TECHNOFILE

Siren-like, the Hooting Yard Home Page lures navigators of the Net by salting itself with seductive keywords. All those who engage the Web's great search engines to seek out "tungsten", "hebetude", "ullage", "usufruct", "myrmidon" or "bind-weed" will be drawn there irresistibly. Otherwise, you can locate it at http://www.ndirect.co.uk/hootingyard. Or, as the Hooting Yard Primer advises, walk along Amnesiac Lane, follow the hedge until you come to the gates of Haemoglobin Towers, and Hooting Yard is on your right by the duckpond.

According to the Home Page, the site was last updated at some point in the 17th century, but it is an attic crazily packed with the aerostats, flanges, cobalt and general late-Victorian flotsam of British comic surrealism. It's nice to see that this tradition has translated from the small presses into the digital ether, demonstrating that the Net can handle idioms other than Californian. Hooting Yard is a haven for people who like words they can savour, and lots of them. A highlight is the 709-word sentence extracted from Frank Key's story "The Crunlop Experiment". "I think it works on its own terms, even out of context," Key observes.

As well as perusing Key's stories and drawings, visitors are invited to take part in "Intriguing Projects" such as the proudly undefined Homunculus Project, for which one of the suggested starting points is Oulipo. This stands for Ouvroir de Litterature Potentielle, or Workshop for Potential Literature, an enterprise cited by Key as a major influence. Launched in 1960, it was dedicated to the creation of constraints upon writing. An Oulipian author is "a rat who himself constructs the labyrinth which he proposes to get out of (un rat qui construit lui-meme le labyrinthe dont il se propose de sortir)".

Key provides a link from Hooting Yard to a site in Ontario where a PhD student called Stefan Sinclair keeps the Oulipian flame not just alight but incandescent: starry backgrounds, pale blue text on a pale grey field, and all the other Web equivalents of go-faster stripes. It's in French and English.

Raymond Queneau, a founder of Oulipo, depicted his book A Hundred Thousand Billion Poems as a model of a machine for generating sonnets. Sinclair has used the language of hypertext to create a working electronic model of this machine, predictably incorporating a constraint only too familiar to Web travellers. It requires a browser that understands Java, a taste so far acquired only by the Web avant-garde. Aspiring Oulipians who prefer to use their own wetware can jump to a French site which carries a table of constraints planned by Queneau, and embellished by fellow Oulipians such as George Perec and Italo Calvino.
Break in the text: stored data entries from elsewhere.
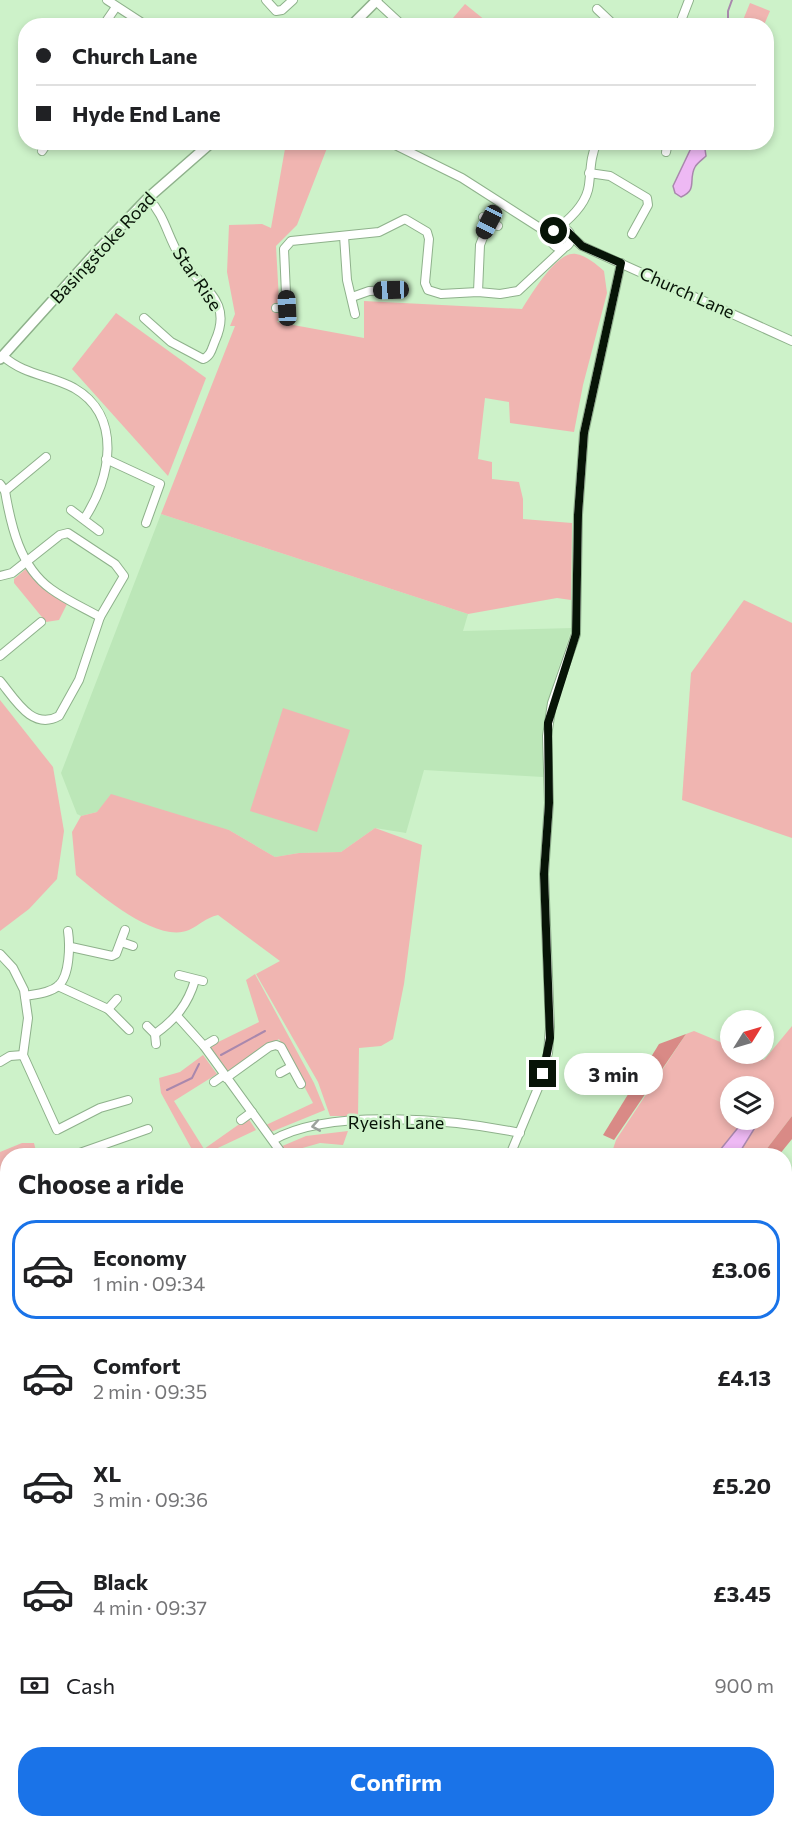 <!DOCTYPE html>
<meta charset="utf-8">
<style>
body{margin:0;font-family:Commissioner,sans-serif;background:#f6f6f6;color:#202124;height:100vh;display:flex;flex-direction:column;font-size:22px;white-space:nowrap}
*{box-sizing:border-box;margin:0}
p{font-size:20px;color:#757577}
.icon{flex:none;width:33px;height:33px;fill:none;stroke:currentColor;stroke-width:2;stroke-linecap:round;stroke-linejoin:round}
.map{position:relative;flex:1;overflow:hidden}
.details{position:absolute;left:0px;top:1148px;width:792px;height:680px;display:flex;flex-direction:column;background:#fff;border-radius:24px 24px 0 0;box-shadow:0 3px 9px #0003}
.details>*{flex:none}
.hud{position:absolute;left:18px;top:18px;width:756px;height:132px;border-radius:24px;box-shadow:0 3px 9px #0003;display:grid;align-content:center;height:132px;padding:0 18px;background:#fff}
.needle{width:39px;rotate:53deg}
.controls{position:absolute;left:720px;top:1010px;display:grid;gap:12px}
.controls a{display:grid;place-items:center;width:54px;height:54px;border-radius:50%;background:#fff;box-shadow:0 3px 9px #0003;font-size:30px}
.end{position:absolute;width:27px;height:27px;margin:-14px;border:8px solid #071407;background:#fff;box-shadow:0 0 0 3px #fff}
.from{border-radius:50%}
.bubble{position:absolute;height:42px;border-radius:21px;background:#fff;box-shadow:0 3px 9px #0003;font-size:20px;font-weight:700;line-height:42px;text-align:center}
.car{position:absolute;width:18px;height:36px;margin:-18px -9px;border-radius:8px;box-shadow:0 0 4px 2px #0007;background:linear-gradient(#222 24%,#8ab4d8 0 40%,#222 0 76%,#8ab4d8 0 86%,#222 0)}
.hud b{display:flex;align-items:center;gap:21px;height:57px;font-size:22px}
.hud b+b{border-top:2px solid #e0e0e0}
.hud i{width:15px;height:15px;background:#202124}
ul{padding:0;list-style:none}
li{display:flex;align-items:center;gap:18px;height:99px;margin:0 12px 9px;padding:0 6px;border:3px solid transparent;border-radius:24px}
li div{flex:1}
li b{display:block;font-size:22px}
li em{font-style:normal;font-weight:700}
li.selected{border-color:#1a73e8}
li>.icon{width:54px;height:54px;stroke-width:1.5}
h2{padding:0 18px;font-size:27px;line-height:72px}
.pay{display:flex;align-items:center;gap:15px;height:66px;padding:0 18px;font-size:22px}
.pay p{margin-inline-start:auto}
.primary-button{display:flex;gap:12px;margin-top:auto;padding:12px 18px}
.primary-button a{flex:1;height:69px;border-radius:24px;background:#1a73e8;color:#fff;font-size:24px;font-weight:700;line-height:69px;text-align:center}
.map>svg:first-child{display:block}
.built{fill:#bce7b8}
.green{fill:#f0b5b1;fill-rule:evenodd}
.forest{fill:#d98a86}
.water{fill:#eeb9f4;stroke:#a988ad;stroke-width:1.5}
.lines{fill:none;stroke-linecap:round;stroke-linejoin:round}
.stream{stroke:#a988ad;stroke-width:2}
.minor-casing{stroke:#8eb18b;stroke-width:10}
.tertiary-casing{stroke:#8eb18b;stroke-width:12}
.secondary-casing{stroke:#8eb18b;stroke-width:14}
.minor{stroke:#fff;stroke-width:8}
.tertiary{stroke:#fff;stroke-width:9}
.secondary{stroke:#fff;stroke-width:10}
.oneway{stroke:#9ca19c}
.route{stroke:#071407;stroke-width:8}
.labels{text-anchor:middle;stroke-width:5;stroke-linejoin:round;paint-order:stroke}
.street-label{font-size:18px;fill:#071407;stroke:#cdf2c9}
</style>
<div class="map">
<svg width="792" height="1826" viewBox="0 0 792 1826">
<rect width="100%" height="100%" fill="#cdf2c9"/>
<polygon class="built" points="161,514 468,614 463,631 572,628 554,681 543,730 543,777 424,770 406,833 375,828 341,852 299,853 275,857 229,830 97,812 81,816 77,814 61,773"/>
<g class="green">
<polygon points="750,3 770,11 764,25 741,25"/>
<polygon points="465,4 491,25 447,25"/>
<path d="M286 143H329L297 225 276 246 280 318 277 322 364 338V301L522 309C531 295 557 250 576 254 587 256 596 264 604 271L607 293 583 385 574 432 510 423 509 402 485 398 478 459 492 462V479L519 482 523 499V519L572 523 571 600 557 598 468 614 161 514 235 326H230L235 314 227 272 229 225 262 224 271 228Z"/>
<polygon points="116,313 206,378 168,476 72,369"/>
<polygon points="27,568 46,591 67,604 59,620 46,622 14,583 14,579"/>
<polygon points="744,600 792,623 792,838 682,800 691,673"/>
<polygon points="0,700 53,767 64,831 57,879 29,909 0,931"/>
<polygon points="283,708 350,730 317,832 250,811"/>
<path d="M111 794 229 830 275 857 299 853 341 852 375 828 422 845 404 984 393 1039 381 1046 359 1048 358 1116H330L318 1082 256 974 280 961 218 915C205 918 200 925 189 930 157 944 99 894 76 875L72 832 81 816 97 812Z"/>
<polygon points="255,974 314,1083 325,1110 271,1132 266,1125 313,1103 279,1039 228,1072 208,1047 259,1022 246,980"/>
<path d="M792 1026V1116L762 1155H624L613 1149 616 1140 686 1034 694 1031 730 1046V1053H748L764 1060ZM730 1086H764V1119H730Z"/>
<polygon points="203,1055 217,1074 174,1101 204,1149 248,1118 256,1130 203,1155 195,1155 161,1093 159,1078 180,1072"/>
<polygon points="348,1131 343,1145 320,1143 285,1153 280,1147 306,1136"/>
<polygon points="22,1143 34,1143 37,1155 8,1155 7,1172 0,1173 0,1152"/>
<polygon points="2,1506 7,1512 8,1565 0,1567 0,1507"/>
</g>
<g class="forest">
<polygon points="686,1034 614,1140 603,1135 659,1044"/>
<polygon points="792,1116 792,1139 779,1155 762,1155"/>
<polygon points="792,1476 792,1530 785,1534 785,1478"/>
<polygon points="520,1820 620,1820 622,1826 522,1826"/>
</g>
<g class="water">
<path d="M699 143 705 149 706 156C703 159 697 163 695 167 688 180 698 190 681 197L675 193 673 186 693 144Z"/>
<polygon points="745,1119 758,1119 756,1126 738,1155 716,1155"/>
</g>
<g class="lines">
<g class="stream">
<polyline points="728,26 728,11 732,0"/>
<polyline points="221,1055 265,1031"/>
<polyline points="167,1090 192,1078 199,1064"/>
<polyline points="0,1299 8,1313"/>
</g>
<defs>
<g id="minor">
<polyline points="107,0 147,26"/>
<polyline points="266,0 276,11 282,10 293,0"/>
<polyline points="376,1 403,26"/>
<polyline points="597,9 615,26"/>
<polyline points="103,26 116,7"/>
<polyline points="679,26 689,0"/>
<polyline points="389,142 462,178 540,228 551,242"/>
<polyline points="42,151 48,142"/>
<polyline points="666,152 668,142"/>
<polyline points="589,173 610,176 647,198 648,205 632,234"/>
<polyline points="483,217 498,226"/>
<circle cx="561" cy="238" r="10"/>
<path d="M558 228C571 218 587 202 589 185 591 169 590 158 597 142"/>
<polyline points="344,236 347,280 355,314"/>
<polyline points="571,236 582,246 792,341"/>
<polyline points="478,292 480,245 489,222"/>
<polyline points="352,297 369,291 391,290"/>
<polyline points="276,308 287,308"/>
<polyline points="287,316 284,249 291,241 379,232 405,219 427,232 429,239 425,283 428,290 441,294 478,292 500,294 518,291 563,249"/>
<path d="M144 318 171 342 203 359C211 356 212 348 215 341 235 298 197 287 179 255 167 235 165 216 148 198"/>
<path d="M3 356C24 375 50 375 74 388 123 416 111 479 84 519"/>
<polyline points="106,459 160,484 146,523"/>
<path d="M0 484 5 491C11 526 20 567 51 589 66 600 84 608 100 617"/>
<polyline points="5,491 46,457"/>
<polyline points="71,510 99,531"/>
<path d="M0 576 12 573 60 535 68 533 115 564 124 576 100 617 79 680 59 716C32 731 15 699 0 681"/>
<polyline points="0,656 41,622"/>
<polyline points="121,942 133,946"/>
<polyline points="71,947 112,956 116,954 125,930"/>
<polyline points="0,954 13,968 24,990 28,1018 23,1055 57,1130 100,1108 128,1100"/>
<polyline points="179,975 203,981"/>
<polyline points="58,986 108,1009 129,1030"/>
<path d="M25 996C36 994 50 993 58 986 70 976 70 945 68 931"/>
<polyline points="108,1009 117,999"/>
<polyline points="177,1016 204,1046 283,1155"/>
<polyline points="147,1026 155,1034 156,1044"/>
<path d="M155 1034C176 1019 188 1004 195 980"/>
<polyline points="204,1046 214,1040"/>
<polyline points="0,1062 10,1056 23,1055"/>
<polyline points="280,1073 291,1067"/>
<polyline points="226,1078 269,1047 276,1045 281,1047 301,1084"/>
<polyline points="214,1082 224,1075"/>
<polyline points="241,1120 252,1112"/>
<path d="M273 1140C330 1107 457 1120 520 1133"/>
<polyline points="74,1155 148,1129"/>
<polyline points="510,1155 538,1088 548,1053 550,1027 544,874 549,803 547,736 552,703 576,634 578,515 584,433 621,263"/>
<polyline points="0,1199 8,1198"/>
<polyline points="0,1309 8,1323"/>
<polyline points="786,1344 785,1330 789,1320"/>
<polyline points="784,1452 792,1451"/>
<polyline points="0,1494 8,1504"/>
<polyline points="8,1601 8,1622"/>
<polyline points="0,1675 8,1656"/>
</g>
<g id="tertiary">
<polyline points="351,26 377,0"/>
<polyline points="0,359 99,249 148,198 212,142"/>
</g>
<g id="secondary">
<polyline points="0,1720 8,1723"/>
<polyline points="784,1782 792,1777"/>
<polyline points="259,1820 276,1826"/>
<polyline points="694,1826 724,1820"/>
</g>
</defs>
<use href="#minor" class="minor-casing"/>
<use href="#tertiary" class="tertiary-casing"/>
<use href="#secondary" class="secondary-casing"/>
<use href="#minor" class="minor"/>
<use href="#tertiary" class="tertiary"/>
<use href="#secondary" class="secondary"/>
</g>
<defs><path id="oneway-chevron" d="M-2-3.5L2.5 0L-2 3.5" fill="none" stroke-width="1.6" stroke-linecap="round" stroke-linejoin="round" transform="scale(1.5)"/></defs>
<use class="oneway" href="#oneway-chevron" transform="translate(316 1126) rotate(170)"/>
<g class="lines">
<polyline class="route" points="543,1074 550,1038 544,874 549,803 548,723 576,634 578,515 584,433 621,263 582,246 564,228 554,231"/>
</g>
<g class="labels">
<g class="street-label">
<text transform="translate(103 248) rotate(-47)" y="6">Basingstoke Road</text>
<text transform="translate(197 279) rotate(56)" y="6">Star Rise</text>
<text transform="translate(687 293) rotate(24)" y="6">Church Lane</text>
<text x="396" y="1129">Ryeish Lane</text>
</g>
</g>
</svg>
<div class="controls">
<a><svg class="needle" viewBox="-14 -14 28 28"><path d="M0-13l5 13h-10z" fill="#e53935"/><path d="M0 13l5-13h-10z" fill="#757577"/></svg></a>
<a><svg class="icon" aria-label="layers" viewBox="0 0 24 24"><path d="M12 4l9 5-9 5-9-5zM3 14l9 5 9-5"/></svg></a>
</div>
<i class="end from" style="left:554px;top:231px"></i>
<i class="end" style="left:543px;top:1074px"></i>
<div class="bubble" style="left:564px;top:1053px;width:99px">3 min</div>
<i class="car" style="left:489px;top:222px;rotate:207deg"></i>
<i class="car" style="left:391px;top:290px;rotate:268deg"></i>
<i class="car" style="left:287px;top:308px;rotate:357deg"></i>
<div class="hud">
<b><i class="from"></i>Church Lane</b>
<b><i></i>Hyde End Lane</b>
</div>
<section class="details">
<h2>Choose a ride</h2>
<ul>
<li class="selected"><svg class="icon" aria-label="car" viewBox="0 0 24 24"><path d="M5 17H2v-5l4-1 3-4h7l3 4 3 1v5h-3M9 17h6M6 11h13"/><circle cx="7" cy="17" r="2"/><circle cx="17" cy="17" r="2"/></svg><div><b>Economy</b><p>1 min · 09:34</p></div><em>£3.06</em></li>
<li><svg class="icon" aria-label="car" viewBox="0 0 24 24"><path d="M5 17H2v-5l4-1 3-4h7l3 4 3 1v5h-3M9 17h6M6 11h13"/><circle cx="7" cy="17" r="2"/><circle cx="17" cy="17" r="2"/></svg><div><b>Comfort</b><p>2 min · 09:35</p></div><em>£4.13</em></li>
<li><svg class="icon" aria-label="car" viewBox="0 0 24 24"><path d="M5 17H2v-5l4-1 3-4h7l3 4 3 1v5h-3M9 17h6M6 11h13"/><circle cx="7" cy="17" r="2"/><circle cx="17" cy="17" r="2"/></svg><div><b>XL</b><p>3 min · 09:36</p></div><em>£5.20</em></li>
<li><svg class="icon" aria-label="car" viewBox="0 0 24 24"><path d="M5 17H2v-5l4-1 3-4h7l3 4 3 1v5h-3M9 17h6M6 11h13"/><circle cx="7" cy="17" r="2"/><circle cx="17" cy="17" r="2"/></svg><div><b>Black</b><p>4 min · 09:37</p></div><em>£3.45</em></li>
</ul>
<div class="pay"><svg class="icon" aria-label="cash" viewBox="0 0 24 24"><path d="M3 7h18v10H3z"/><circle cx="12" cy="12" r="2"/></svg>Cash<p>900 m</p></div>
<div class="primary-button"><a>Confirm</a></div>
</section>
</div>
Queneau's machine conceit was noted by Calvino in a discussion of the possibilities of a "literature machine" given as a lecture nearly 30 years ago. "Its true vocation would be for classicism," Calvino opined. He pointed out that experiments in machine writing, depending on chance, had hitherto sought to produce disorder. "The test of a poetic-electronic machine would be its ability to produce traditional works, poems with closed metrical forms, novels that follow all the rules."

Sinclair's automaton seems adept at generating doggerel that rhymes, presumably not what Calvino had in mind. While we wait for a program that generates traditional literature in a hypertext setting - Prescott, one might call it - Hooting Yard is sol- iciting texts composed entirely from cryptic crossword clues, to be sent to the Tetchy Cruciverbist.